One of the things I left feeling most challenged about was Tozer’s concern for the church. He argues that the church has lost its sense of who God is, “the idea of God may lie buried under the rubbish of conventional religious notions.” When I survey the spiritual landscape of American Christianity, it seems to me that we have largely described God in anthropomorphic terms, making Him like us. Church structures seem comfort prioritized, consumer driven, numbers focused, model emphasized, business minded, and money dependant. When I read Tozer, I am reminded that God is none of those things. Often it feels like we (church staff), are selling a product to the world, constantly trying to define the Christian life and God in terms that will be the most attractive to the surrounding culture while we grow further and farther from the God who started it all. Please don’t misunderstand me, I believe we should make our faith understandable to the world in relevant ways, I just think that sometimes we go too far. I think if Tozer came to a modern Evangelical American church, he would ask; Where is the reverence for God?, Why does God feel like a genie in a lamp?, Why are you so afraid of challenging people?
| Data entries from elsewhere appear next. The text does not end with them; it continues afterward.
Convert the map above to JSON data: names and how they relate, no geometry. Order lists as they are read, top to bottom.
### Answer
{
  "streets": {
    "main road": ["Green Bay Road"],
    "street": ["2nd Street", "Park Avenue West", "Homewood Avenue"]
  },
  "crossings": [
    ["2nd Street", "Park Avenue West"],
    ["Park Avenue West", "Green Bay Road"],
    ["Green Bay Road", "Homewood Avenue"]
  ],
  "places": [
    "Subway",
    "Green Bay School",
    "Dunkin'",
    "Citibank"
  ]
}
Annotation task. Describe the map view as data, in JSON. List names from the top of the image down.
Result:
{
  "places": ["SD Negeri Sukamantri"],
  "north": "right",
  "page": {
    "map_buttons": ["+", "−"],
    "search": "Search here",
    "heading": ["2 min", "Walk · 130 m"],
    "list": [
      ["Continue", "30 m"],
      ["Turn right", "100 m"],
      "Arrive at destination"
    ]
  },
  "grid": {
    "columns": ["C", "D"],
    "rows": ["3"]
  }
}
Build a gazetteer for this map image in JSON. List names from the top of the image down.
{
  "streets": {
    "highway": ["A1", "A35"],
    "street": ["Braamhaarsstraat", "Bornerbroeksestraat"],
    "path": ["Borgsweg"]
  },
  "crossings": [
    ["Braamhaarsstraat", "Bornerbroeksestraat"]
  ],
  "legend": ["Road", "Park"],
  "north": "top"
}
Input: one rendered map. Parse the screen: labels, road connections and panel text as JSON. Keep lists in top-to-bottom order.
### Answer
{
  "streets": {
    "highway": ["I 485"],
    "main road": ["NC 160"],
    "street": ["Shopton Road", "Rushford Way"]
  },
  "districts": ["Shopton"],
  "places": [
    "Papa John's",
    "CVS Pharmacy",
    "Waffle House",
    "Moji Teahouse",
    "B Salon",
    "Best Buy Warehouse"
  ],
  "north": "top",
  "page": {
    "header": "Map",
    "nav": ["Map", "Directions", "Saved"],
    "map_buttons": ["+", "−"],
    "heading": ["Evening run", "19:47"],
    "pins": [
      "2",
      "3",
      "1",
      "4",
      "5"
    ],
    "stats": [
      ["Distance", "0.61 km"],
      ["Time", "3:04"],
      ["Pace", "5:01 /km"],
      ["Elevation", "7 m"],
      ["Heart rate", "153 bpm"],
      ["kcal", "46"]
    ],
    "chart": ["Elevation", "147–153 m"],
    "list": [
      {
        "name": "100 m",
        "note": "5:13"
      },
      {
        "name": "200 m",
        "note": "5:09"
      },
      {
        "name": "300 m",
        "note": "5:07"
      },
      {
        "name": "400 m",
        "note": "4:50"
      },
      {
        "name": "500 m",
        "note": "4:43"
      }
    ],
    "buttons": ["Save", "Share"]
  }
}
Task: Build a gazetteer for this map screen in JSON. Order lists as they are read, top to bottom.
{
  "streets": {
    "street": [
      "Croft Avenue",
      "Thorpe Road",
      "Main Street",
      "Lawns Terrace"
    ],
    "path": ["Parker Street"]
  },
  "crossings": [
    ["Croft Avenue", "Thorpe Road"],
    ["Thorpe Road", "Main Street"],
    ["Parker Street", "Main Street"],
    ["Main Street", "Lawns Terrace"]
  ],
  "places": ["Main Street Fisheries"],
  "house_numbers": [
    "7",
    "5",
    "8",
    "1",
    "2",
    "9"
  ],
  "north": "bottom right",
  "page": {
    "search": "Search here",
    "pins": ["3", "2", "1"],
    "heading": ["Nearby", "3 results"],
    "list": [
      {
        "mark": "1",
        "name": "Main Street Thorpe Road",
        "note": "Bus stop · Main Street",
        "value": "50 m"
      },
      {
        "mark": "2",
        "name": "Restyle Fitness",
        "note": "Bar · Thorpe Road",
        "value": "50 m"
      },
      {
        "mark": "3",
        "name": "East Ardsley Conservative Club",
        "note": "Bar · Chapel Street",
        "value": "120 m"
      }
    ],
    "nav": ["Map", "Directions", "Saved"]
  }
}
To me, those seem like important questions we should always be wrestling with.
One of the lasting lessons of this book will be the reminder that God is bigger than me, bigger than my family, bigger than my career, bigger than my church, bigger than my nation, and bigger than my world and universe. “But the truth is that God is not greater for our being, nor would He be less if we did not exist.” While all of those things I listed above are existent in a broken world, God reigns sovereign and perfect over all of our humble attempts at church. If CrossWinds Church died off, God would not be less. If I were to contract a serious illness and my life cut short, God would still be. If five hundred students come to STUFF, or if ten students come to STUFF, God will still know them all. This posture towards my role in ministry and my hope in God and not our accomplishments is both freeing and terrifying. Overall, I was deeply challenged and encouraged by this book. It is my hope and prayer that God will shape our church to grow in our “Knowledge of the Holy”.